Integrative computational-experimental discovery of α-hederin as a multi-mechanistic, low-toxicity antifungal agent targeting Candida albicans CYP51

INTRODUCTION: Infections caused by pathogenic fungi such as Candida albicans have led to a continuous increase in disease morbidity and mortality, underscoring the urgent need for safer and more effective antifungal therapies. Current antifungal drugs are limited by toxicity and resistance, highlighting the necessity for innovative discovery strategies. OBJECTIVES: The aim of this study was to identify novel antifungal compounds using a integrative computational approach targeting C. albicans CYP51 (14-α-sterol demethylase).
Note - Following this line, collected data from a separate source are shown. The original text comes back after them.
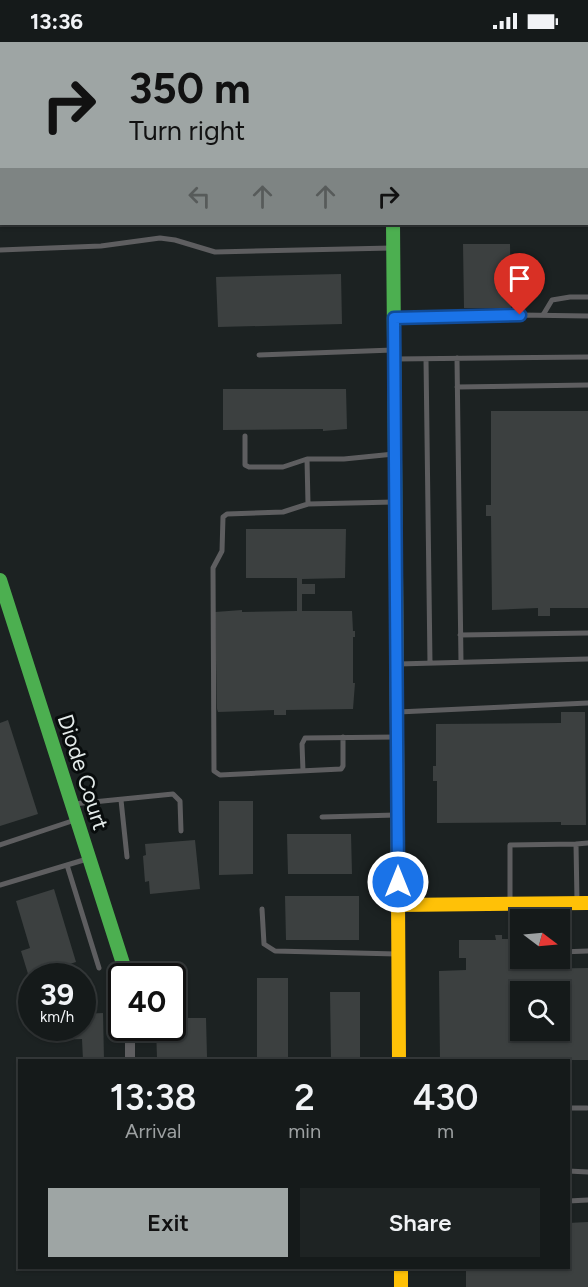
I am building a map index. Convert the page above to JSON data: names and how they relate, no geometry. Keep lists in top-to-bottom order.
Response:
{
  "streets": {
    "street": ["Diode Court"]
  },
  "north": "right",
  "page": {
    "status": "13:36",
    "turn": ["350 m", "Turn right"],
    "speed": "39 km/h",
    "limit": "40",
    "eta": [
      "13:38",
      "Arrival",
      "2",
      "min",
      "430",
      "m"
    ],
    "buttons": ["Exit", "Share"]
  }
}
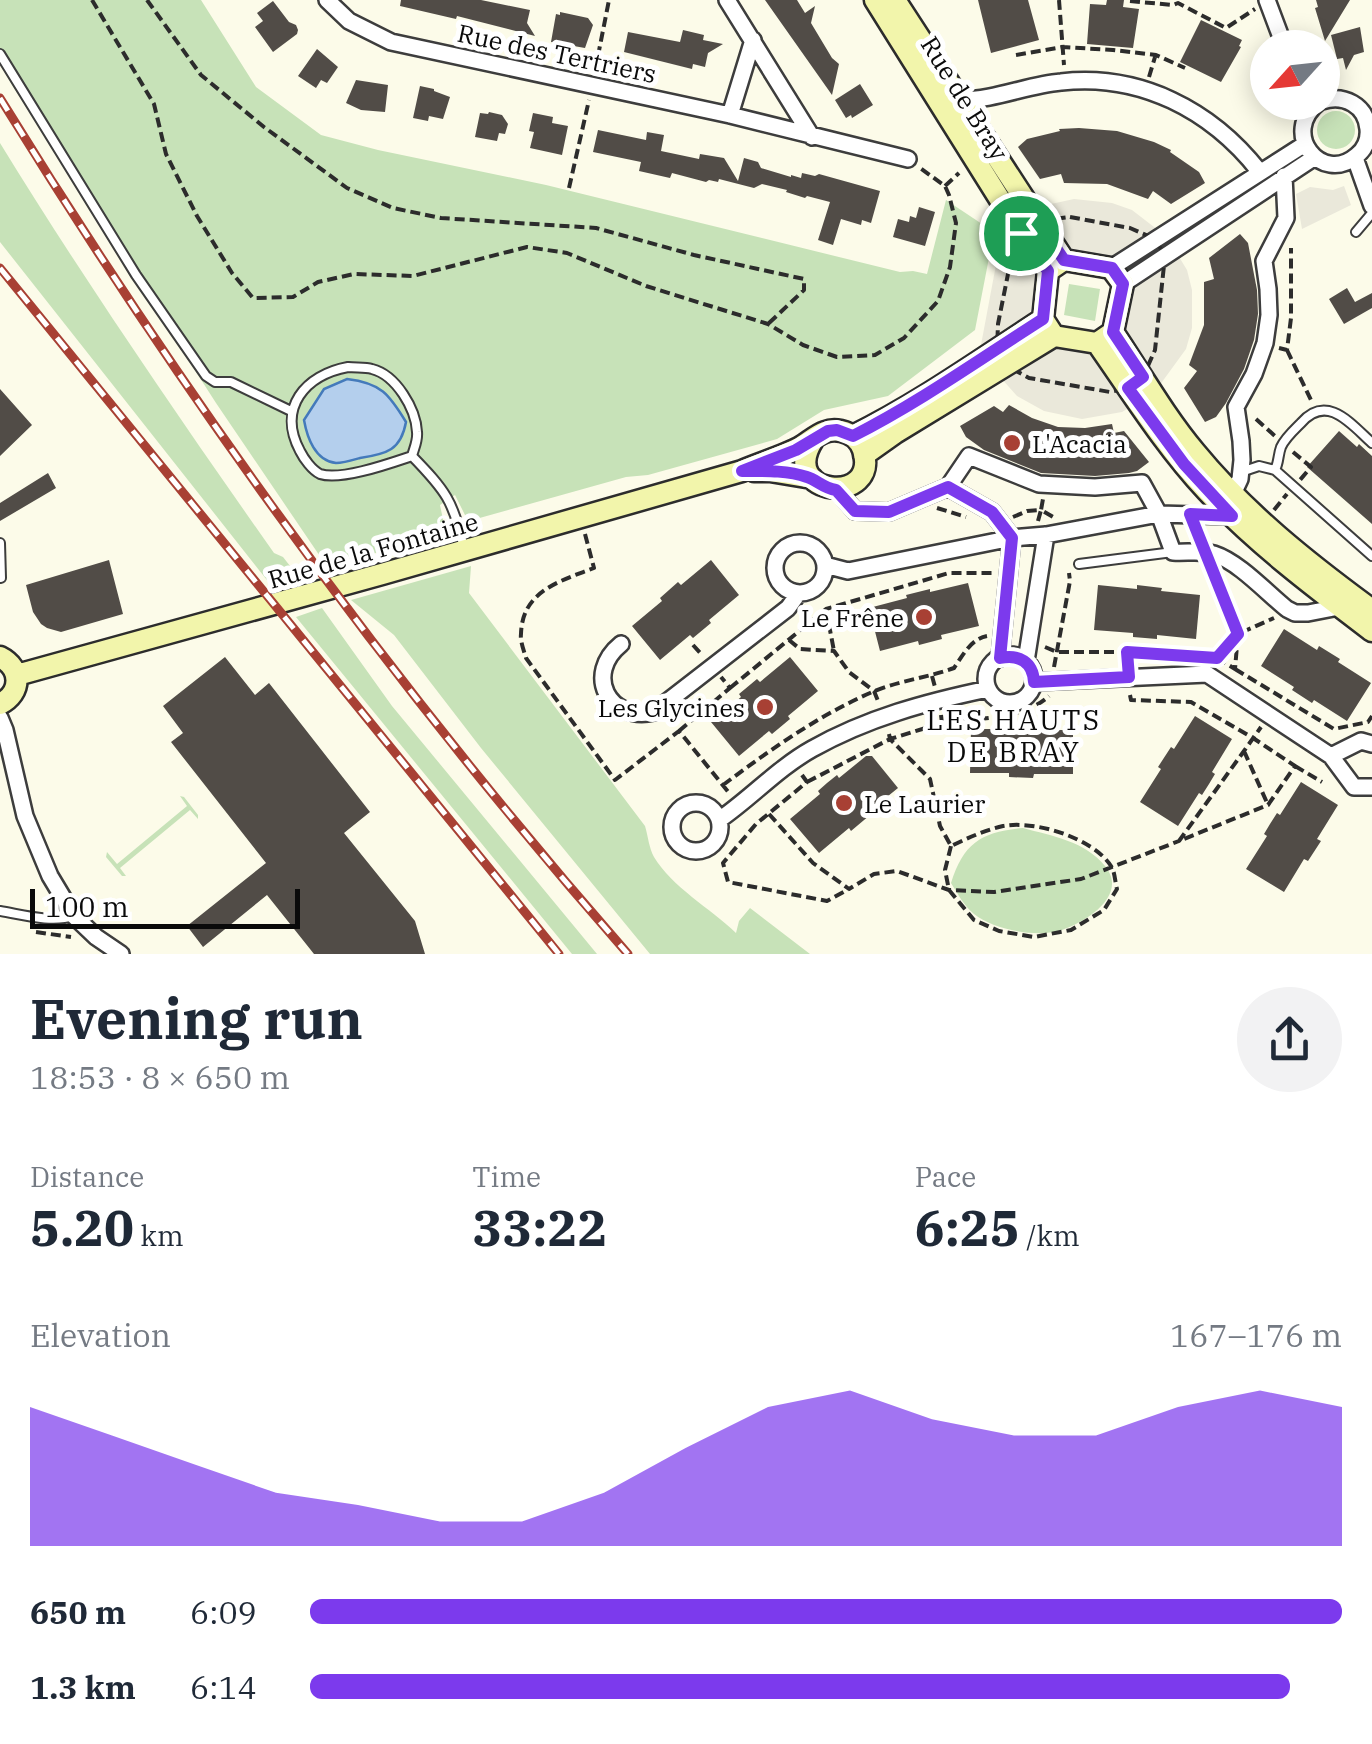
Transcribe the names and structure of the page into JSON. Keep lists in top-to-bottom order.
{
  "streets": {
    "street": ["Rue des Tertriers", "Rue de Bray", "Rue de la Fontaine"]
  },
  "districts": ["LES HAUTS DE BRAY"],
  "places": [
    "L'Acacia",
    "Le Frêne",
    "Les Glycines",
    "Le Laurier"
  ],
  "scale_bar": "100 m",
  "north": "bottom left",
  "page": {
    "scale": "100 m",
    "heading": ["Evening run", "18:53 · 8 × 650 m"],
    "stats": [
      ["Distance", "5.20 km"],
      ["Time", "33:22"],
      ["Pace", "6:25 /km"]
    ],
    "chart": ["Elevation", "167–176 m"],
    "list": [
      {
        "name": "650 m",
        "note": "6:09"
      },
      {
        "name": "1.3 km",
        "note": "6:14"
      }
    ]
  }
}
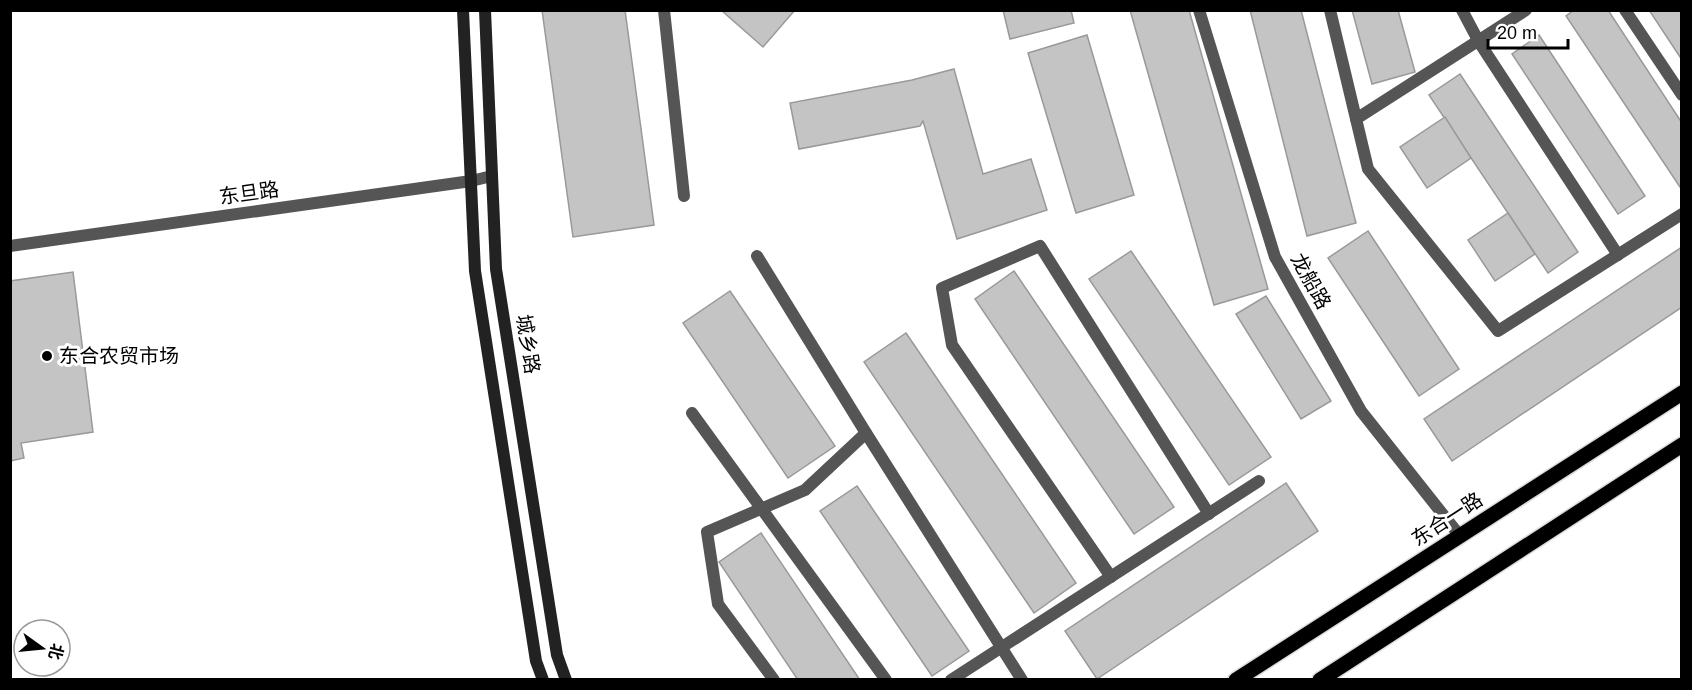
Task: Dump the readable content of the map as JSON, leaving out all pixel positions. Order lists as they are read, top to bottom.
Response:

Specifically, we sought to screen the Traditional Chinese Medicine Systems Pharmacology (TCMSP) database for potential antifungal candidates, evaluate their therapeutic potential, and establish a computational-experimental framework to expedite antifungal drug development. METHODS: We employed an integrative computational approach-targeting Candida albicans CYP51 (14-α-sterol demethylase) via molecular docking and pharmacophore modeling-to screen the TCMSP database. The two natural small molecules obtained were subjected to in vivo and in vitro antifungal experiments, and their antifungal mechanisms were analyzed through molecular docking and molecular dynamics simulation. RESULT: This yielded two novel antifungal candidates: α-hederin and elemenin, with minimum inhibitory concentrations (MICs) of 32 μg/mL and 16 μL/mL against C. albicans, respectively. α-Hederin demonstrated superior therapeutic potential, showing low cytotoxicity in 293 T, Raw264.7, and KB cells. It effectively inhibited hyphal formation, biofilm formation, and cell surface hydrophobicity in vitro. In a murine oral candidiasis model, α-hederin outperformed fluconazole by reducing fungal burden, inhibiting hyphal invasion, and preventing tongue adhesion. Molecular dynamics simulations revealed that α-hederin forms a more stable complex with CYP51 than fluconazole, engaging additional hydrogen bonds, alkyl interactions, and carbon-hydrogen bonds. CONCLUSION: This study advances antifungal drug discovery by validating CYP51 as a high-value target for structure-guided screening, identifying α-hederin as a low-toxicity, multi-mechanistic antifungal agent and establishing a computational-experimental framework for rapid antifungal development.